### WHAT THE TASK ASKS
Would you print the data below exactly, leaving out every picture?

### Dataset entries
=== Begin Enclosure ===

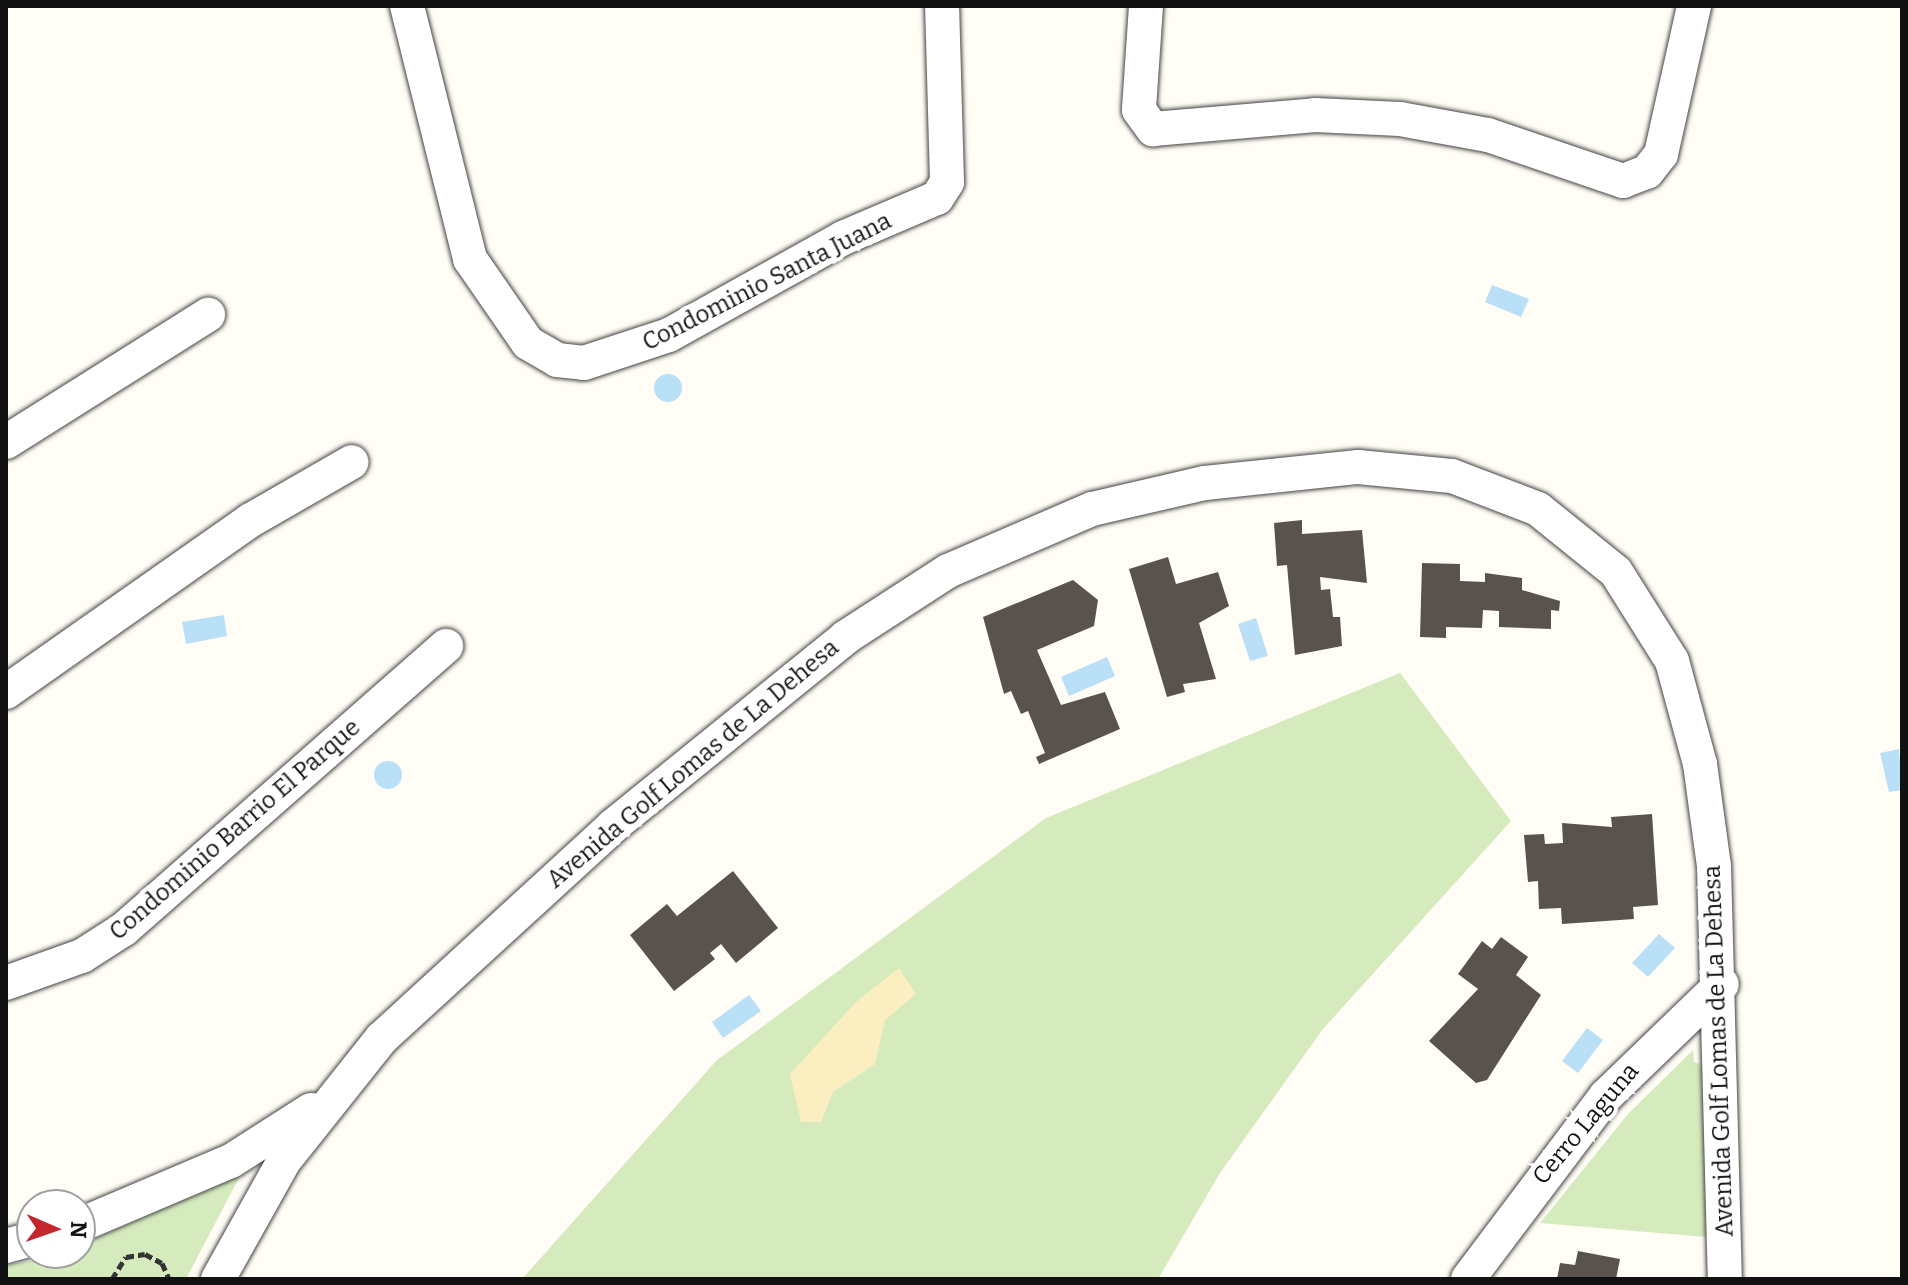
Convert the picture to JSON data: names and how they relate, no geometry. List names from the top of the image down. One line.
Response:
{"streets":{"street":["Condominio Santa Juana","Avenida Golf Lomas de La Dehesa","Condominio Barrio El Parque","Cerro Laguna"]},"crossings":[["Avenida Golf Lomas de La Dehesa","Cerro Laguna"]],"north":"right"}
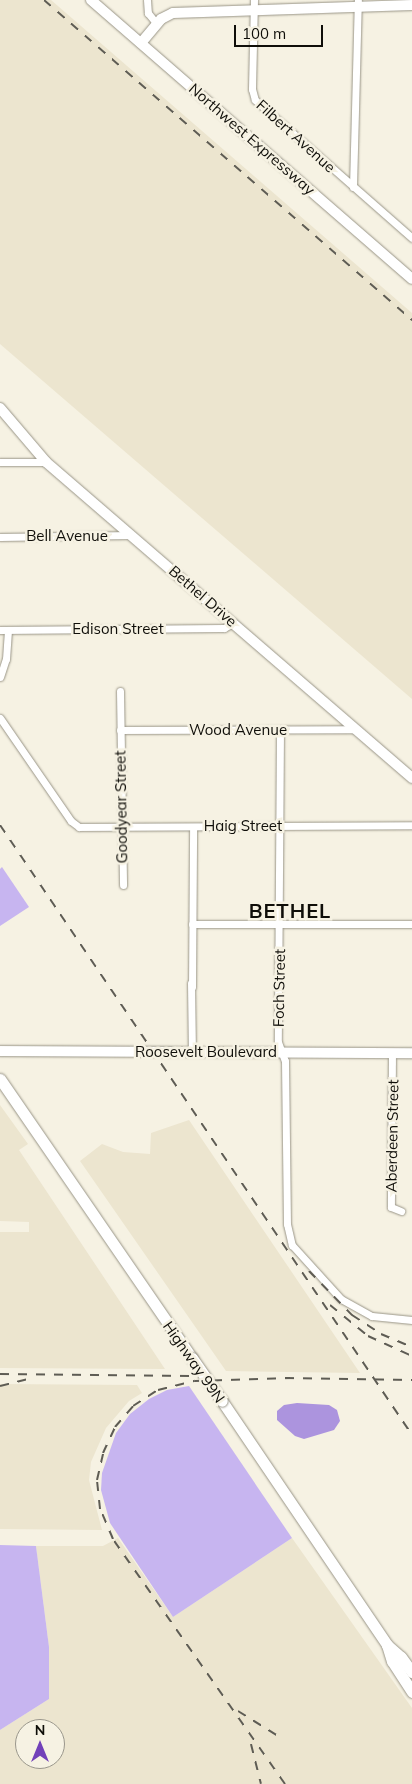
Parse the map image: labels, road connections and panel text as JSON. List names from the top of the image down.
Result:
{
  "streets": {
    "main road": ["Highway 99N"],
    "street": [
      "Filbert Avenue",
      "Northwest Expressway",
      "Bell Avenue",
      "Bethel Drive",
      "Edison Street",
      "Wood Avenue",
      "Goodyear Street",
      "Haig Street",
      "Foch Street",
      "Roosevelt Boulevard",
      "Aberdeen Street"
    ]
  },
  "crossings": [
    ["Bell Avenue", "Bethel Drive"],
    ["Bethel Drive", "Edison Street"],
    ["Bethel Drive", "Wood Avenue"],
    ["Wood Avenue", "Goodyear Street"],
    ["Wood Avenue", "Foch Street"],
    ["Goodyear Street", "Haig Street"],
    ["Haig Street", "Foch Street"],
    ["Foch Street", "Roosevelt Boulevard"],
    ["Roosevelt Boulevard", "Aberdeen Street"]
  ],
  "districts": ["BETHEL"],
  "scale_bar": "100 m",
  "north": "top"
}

=== End Enclosure ===

### EXERCISE SOLUTION
Convert the picture to JSON data: names and how they relate, no geometry. List names from the top of the image down. One line.
Response:
{"streets":{"street":["Condominio Santa Juana","Avenida Golf Lomas de La Dehesa","Condominio Barrio El Parque","Cerro Laguna"]},"crossings":[["Avenida Golf Lomas de La Dehesa","Cerro Laguna"]],"north":"right"}
Parse the map image: labels, road connections and panel text as JSON. List names from the top of the image down.
Result:
{
  "streets": {
    "main road": ["Highway 99N"],
    "street": [
      "Filbert Avenue",
      "Northwest Expressway",
      "Bell Avenue",
      "Bethel Drive",
      "Edison Street",
      "Wood Avenue",
      "Goodyear Street",
      "Haig Street",
      "Foch Street",
      "Roosevelt Boulevard",
      "Aberdeen Street"
    ]
  },
  "crossings": [
    ["Bell Avenue", "Bethel Drive"],
    ["Bethel Drive", "Edison Street"],
    ["Bethel Drive", "Wood Avenue"],
    ["Wood Avenue", "Goodyear Street"],
    ["Wood Avenue", "Foch Street"],
    ["Goodyear Street", "Haig Street"],
    ["Haig Street", "Foch Street"],
    ["Foch Street", "Roosevelt Boulevard"],
    ["Roosevelt Boulevard", "Aberdeen Street"]
  ],
  "districts": ["BETHEL"],
  "scale_bar": "100 m",
  "north": "top"
}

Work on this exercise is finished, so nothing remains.